The Romans enjoyed a good Godello wine, apparently; this green grape produces fragrant white wines that Catherine at TST described in terms of fir tree needles and honey. I like those two things well enough that I was sold on the Godello. Plus, it’s another check on my path to the Wine Century club! Sweet.

This particular Godello release comes from a winery built inside an historic monastery: San Miguel de Xagoaza. I love that name, it’s so evocative compared to, say, St. Francis. Nothing against St. Francis, of course. Bodegas Viña Godeval rebuilt this monastery, which sits in the Denominación de Origen (D.O.) of Valdeorras, a name that translates into “Valley of Gold” according to Wikipedia. Godello has been back in this area, grafted onto US rootstock this time, since the 1970s.

The Bodegas Viña Godeval Web site is fascinating. It’s worth reading each of the sections to see just how carefully they built this winery back up from the original monastery, apparently staying true to the original structures and retaining the original stones whenever possible. With 15-year-old Godello vines, this winery has over 40 acres of “filoxerico”-free vines now. Other winery products include a fascinating Anejo liqueur made from Godello grapes.

To the wine.
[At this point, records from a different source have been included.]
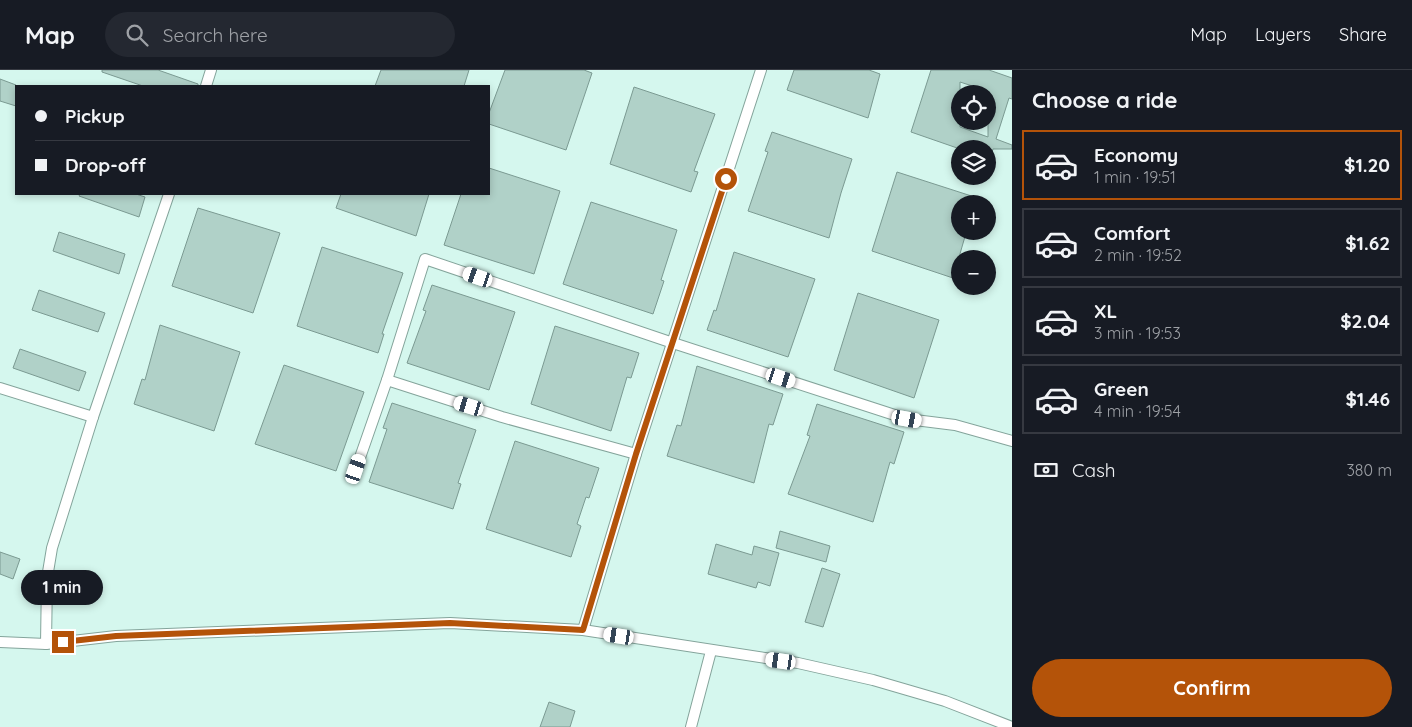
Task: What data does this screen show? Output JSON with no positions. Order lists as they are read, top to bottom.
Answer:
{
  "page": {
    "header": "Map",
    "search": "Search here",
    "nav": ["Map", "Layers", "Share"],
    "heading": "Choose a ride",
    "map_buttons": ["+", "−"],
    "banner": ["Pickup", "Drop-off"],
    "list": [
      {
        "name": "Economy",
        "note": "1 min · 19:51",
        "value": "$1.20"
      },
      {
        "name": "Comfort",
        "note": "2 min · 19:52",
        "value": "$1.62"
      },
      {
        "name": "XL",
        "note": "3 min · 19:53",
        "value": "$2.04"
      },
      {
        "name": "Green",
        "note": "4 min · 19:54",
        "value": "$1.46"
      }
    ],
    "pay": ["Cash", "380 m"],
    "bubble": "1 min",
    "buttons": "Confirm"
  }
}
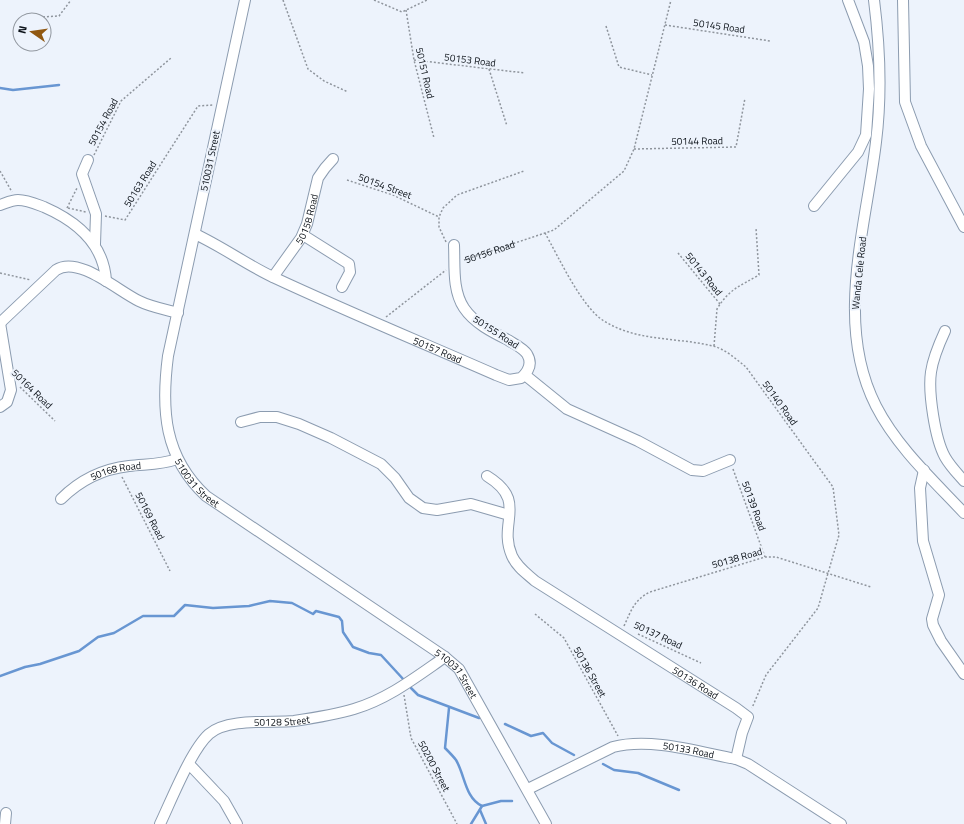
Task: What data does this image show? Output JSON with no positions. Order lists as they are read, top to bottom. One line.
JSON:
{"streets":{"street":["510031 Street","50158 Road","Wanda Cele Road","50155 Road","50157 Road","50168 Road","50136 Road","50128 Street","50133 Road"],"path":["50145 Road","50153 Road","50151 Road","50154 Road","50144 Road","50163 Road","50154 Street","50156 Road","50143 Road","50164 Road","50140 Road","50139 Road","50169 Road","50138 Road","50137 Road","50136 Street","50200 Street"]},"crossings":[["50145 Road","50156 Road"],["50153 Road","50151 Road"],["50144 Road","50156 Road"],["510031 Street","50163 Road"],["510031 Street","50168 Road"],["510031 Street","50128 Street"],["510031 Street","50133 Road"],["50156 Road","50155 Road"],["50156 Road","50157 Road"],["50156 Road","50140 Road"],["50155 Road","50157 Road"],["50140 Road","50138 Road"],["50140 Road","50136 Road"],["50168 Road","50169 Road"],["50139 Road","50138 Road"],["50138 Road","50137 Road"],["50137 Road","50136 Road"],["50136 Street","50133 Road"],["50128 Street","50200 Street"]],"north":"left"}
Here are my thoughts on the 2005 Bodegas Viña Godeval Godello:

  • Aroma: Woodsy and nutty, but also peachy and floral; a bit like a Viognier, but without as much perfume.
  • Flavor: A little spicy, very woody on the palate with an almost pine tree flavor in the aftertaste, sort of like mild retsina.  Dry, somewhat acidic, not a whole lot going on here.
  • General impression: Hmm…that’s one woody wine!

Overall, it’s…woody.  That’s about the best way I can put it.  But, on the upside, now I know what to drink when I want something with a lot of pine tree essence in it!

One Response to “Wine Blogging Wednesday #37: Drinking the 2005 Bodegas Viña Godeval Godello”

  1. Dr Vino’s wine blog » Blog Archive » Go native - indigenous varieties - WBW 37 roundup! Says:

    […] Huevos con vino enjoyed a the tongue twister that is the Godeval Godello 2005 from Galicia! [Huevos con vino] […]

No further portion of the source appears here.